The Stade Francais man has form for discipline issues. He was banned for 15 weeks in January 2016 for an eye-gouging incident during a Champions Cup pool match against Munster. Now, he has been cited for a stamp on Ospreys’ Keelan Giles during the Top 14 side’s Challenge Cup quarterfinal win at the Principality and could receive a ban ranging from two to 52 weeks. He received a yellow card at the time, after referee Matthew Carley consulted with the TMO, and his game ended when he was shown another early in the second half for a more minor incident. There is a silver lining, for Stade if not the player, though. They won each of those games, despite losing a player.

Mike Ford

To lose one head coaching job may be considered unfortunate. To lose two in less than a year, however…. Mike Ford was sacked by Bath in May 2016, after a disappointing season on the pitch and worsening tensions off it. He returned to coaching with Toulon early in this campaign, taking over from Diego Dominguez as head coach in October.
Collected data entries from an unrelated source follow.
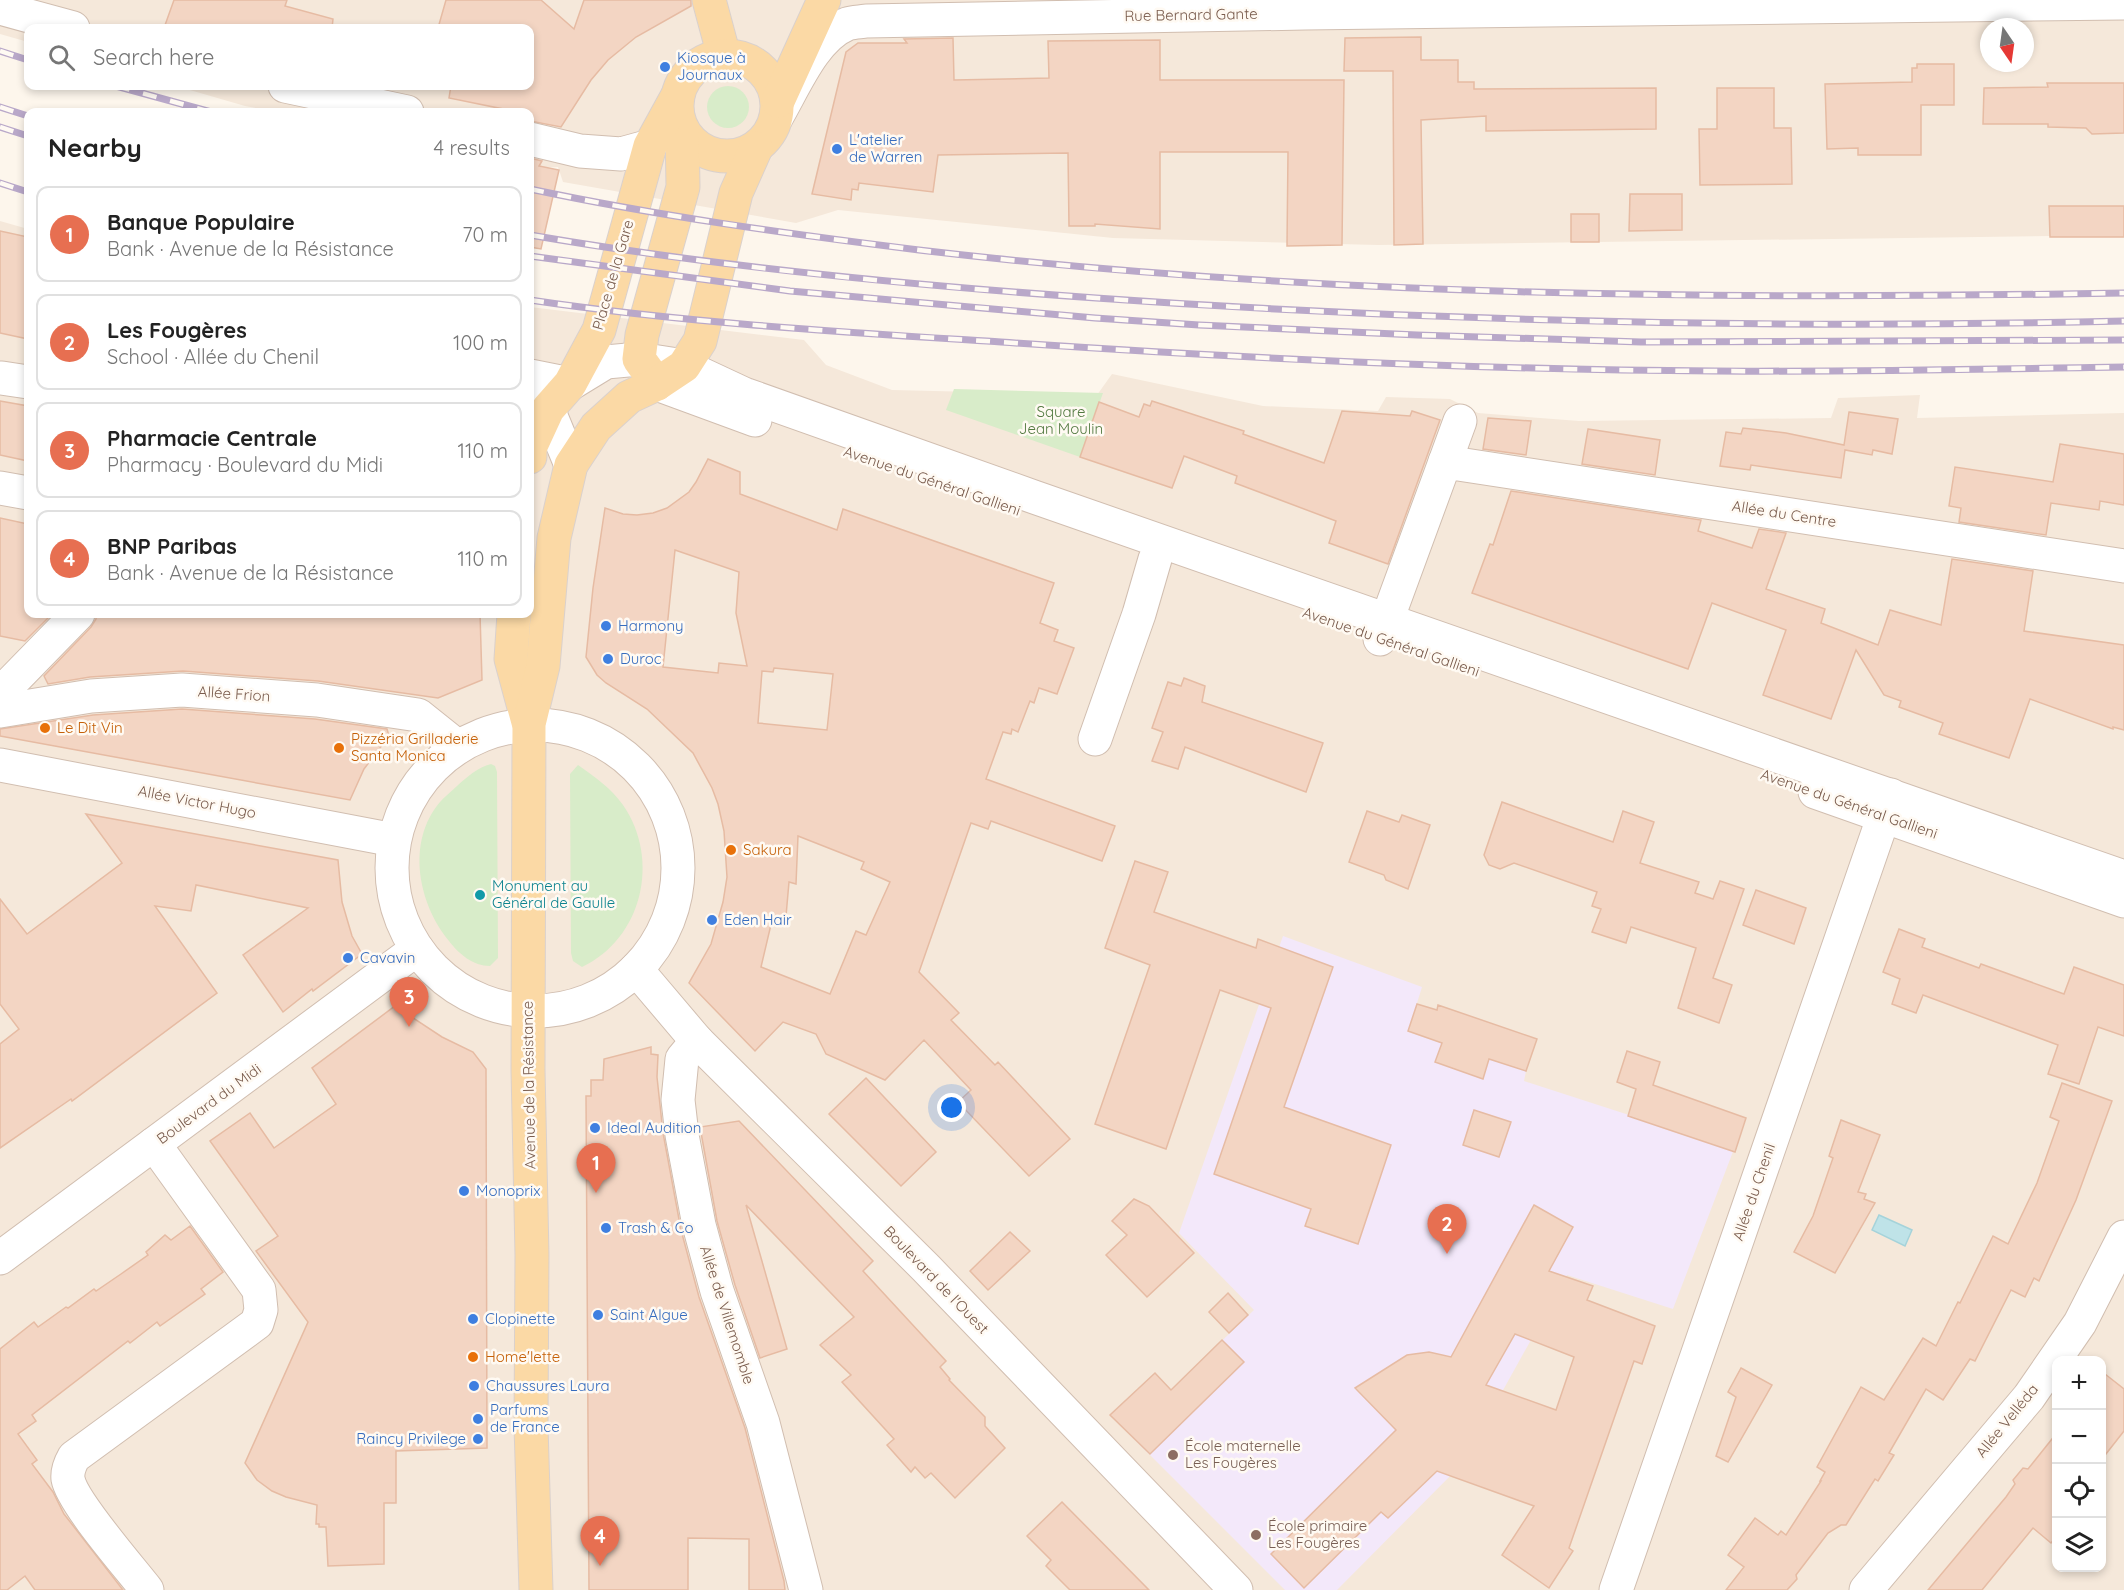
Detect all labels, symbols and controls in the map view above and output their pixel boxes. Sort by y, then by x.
street label: Rue Bernard Gante [1124,4,1258,25]
north arrow [1980,18,2034,72]
search box [24,24,534,90]
icon: search [45,41,78,74]
text: Search here [93,43,214,71]
place label: Kiosque à Journaux [677,48,746,84]
marker: Kiosque à Journaux [658,60,672,74]
place label: L'atelier de Warren [849,130,922,166]
text: Nearby [48,131,142,164]
text: 4 results [434,135,510,160]
marker: L'atelier de Warren [830,142,844,156]
text: Banque Populaire [107,208,295,236]
street label: Place de la Gare [588,218,637,332]
text: 1 [66,222,73,247]
text: 70 m [462,222,508,247]
text: Bank · Avenue de la Résistance [107,236,394,261]
text: Les Fougères [107,316,247,344]
text: 2 [64,330,75,355]
text: 100 m [453,330,508,355]
text: School · Allée du Chenil [107,344,319,369]
park label: Square Jean Moulin [1019,402,1103,438]
text: Pharmacie Centrale [107,424,317,452]
text: 3 [64,438,75,463]
text: 110 m [458,438,508,463]
street label: Avenue du Général Gallieni [841,441,1023,520]
text: Pharmacy · Boulevard du Midi [107,452,383,477]
street label: Allée du Centre [1731,496,1838,531]
text: BNP Paribas [107,532,237,560]
text: 4 [64,546,75,571]
text: 110 m [458,546,508,571]
text: Bank · Avenue de la Résistance [107,560,394,585]
street label: Avenue du Général Gallieni [1300,602,1482,681]
place label: Harmony [618,616,684,635]
marker: Harmony [599,619,613,633]
place label: Duroc [620,649,662,668]
marker: Duroc [601,652,615,666]
street label: Allée Frion [197,681,271,706]
place label: Le Dit Vin [57,718,123,737]
marker: Le Dit Vin [38,721,52,735]
place label: Pizzéria Grilladerie Santa Monica [351,729,478,765]
marker: Pizzéria Grilladerie Santa Monica [332,741,346,755]
street label: Avenue du Général Gallieni [1758,764,1940,843]
street label: Allée Victor Hugo [137,781,258,822]
place label: Sakura [743,840,792,859]
marker: Sakura [724,843,738,857]
place label: Monument au Général de Gaulle [492,876,615,912]
marker: Monument au Général de Gaulle [473,888,487,902]
place label: Eden Hair [724,910,792,929]
marker: Eden Hair [705,913,719,927]
place label: Cavavin [360,948,415,967]
marker: Cavavin [341,951,355,965]
pin: 3 [390,978,428,1027]
street label: Avenue de la Résistance [518,1001,539,1169]
street label: Boulevard du Midi [153,1059,265,1148]
your location [937,1093,966,1122]
place label: Ideal Audition [607,1118,701,1137]
marker: Ideal Audition [588,1121,602,1135]
street label: Allée du Chenil [1728,1141,1779,1243]
pin: 1 [576,1144,616,1193]
place label: Monoprix [476,1181,541,1200]
marker: Monoprix [457,1184,471,1198]
pin: 2 [1428,1204,1466,1254]
place label: Trash & Co [618,1218,694,1237]
marker: Trash & Co [599,1221,613,1235]
street label: Boulevard de l'Ouest [880,1222,993,1338]
street label: Allée de Villemomble [696,1243,759,1387]
place label: Saint Algue [610,1305,688,1324]
marker: Saint Algue [591,1308,605,1322]
place label: Clopinette [485,1309,555,1328]
marker: Clopinette [466,1312,480,1326]
place label: Home'lette [485,1347,560,1366]
marker: Home'lette [466,1350,480,1364]
map controls [2052,1356,2106,1572]
button: + [2052,1356,2106,1410]
place label: Chaussures Laura [486,1376,610,1395]
marker: Chaussures Laura [467,1379,481,1393]
street label: Allée Velléda [1971,1380,2042,1461]
place label: Parfums de France [490,1400,560,1436]
button: − [2052,1410,2106,1464]
marker: Parfums de France [471,1412,485,1426]
place label: Raincy Privilege [356,1429,466,1448]
marker: Raincy Privilege [471,1432,485,1446]
place label: École maternelle Les Fougères [1185,1436,1301,1472]
marker: École maternelle Les Fougères [1166,1448,1180,1462]
button: locate [2052,1464,2106,1518]
pin: 4 [580,1516,620,1566]
place label: École primaire Les Fougères [1268,1516,1367,1552]
button: layers [2052,1518,2106,1572]
marker: École primaire Les Fougères [1249,1528,1263,1542]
But, while his contract with the Top 14 side was set to finish at the end of the season anyway, he and the club have parted company ‘by mutual consent’ nearly two months earlier than anticipated following the 29-9 Champions Cup quarter-final defeat at Clermont.

TMOs

Super Rugby seems to have the whole video referee thing much more sorted that it is in the northern hemisphere, where referees still ask “try, yes or no?” or – worse – “is there any reason I can’t award the try?” (yes, two minutes and 17 phases ago you missed the tiniest of knock-ons) and review video footage on the big screen for what seems like hours while, all around them, fans holler and jeer. And even then, they get it wrong. In their Champions Cup match against Munster, Toulouse were awarded a try despite a pass so forward it wore lingerie; while Francois Cros was yellow carded for an ugly late elbow on Duncan Williams only after the referee had watched the footage from all angles, at all speeds, several times. As was the Josaia Raisuqe incident at the Principality. Still, could be worse. Could be golf.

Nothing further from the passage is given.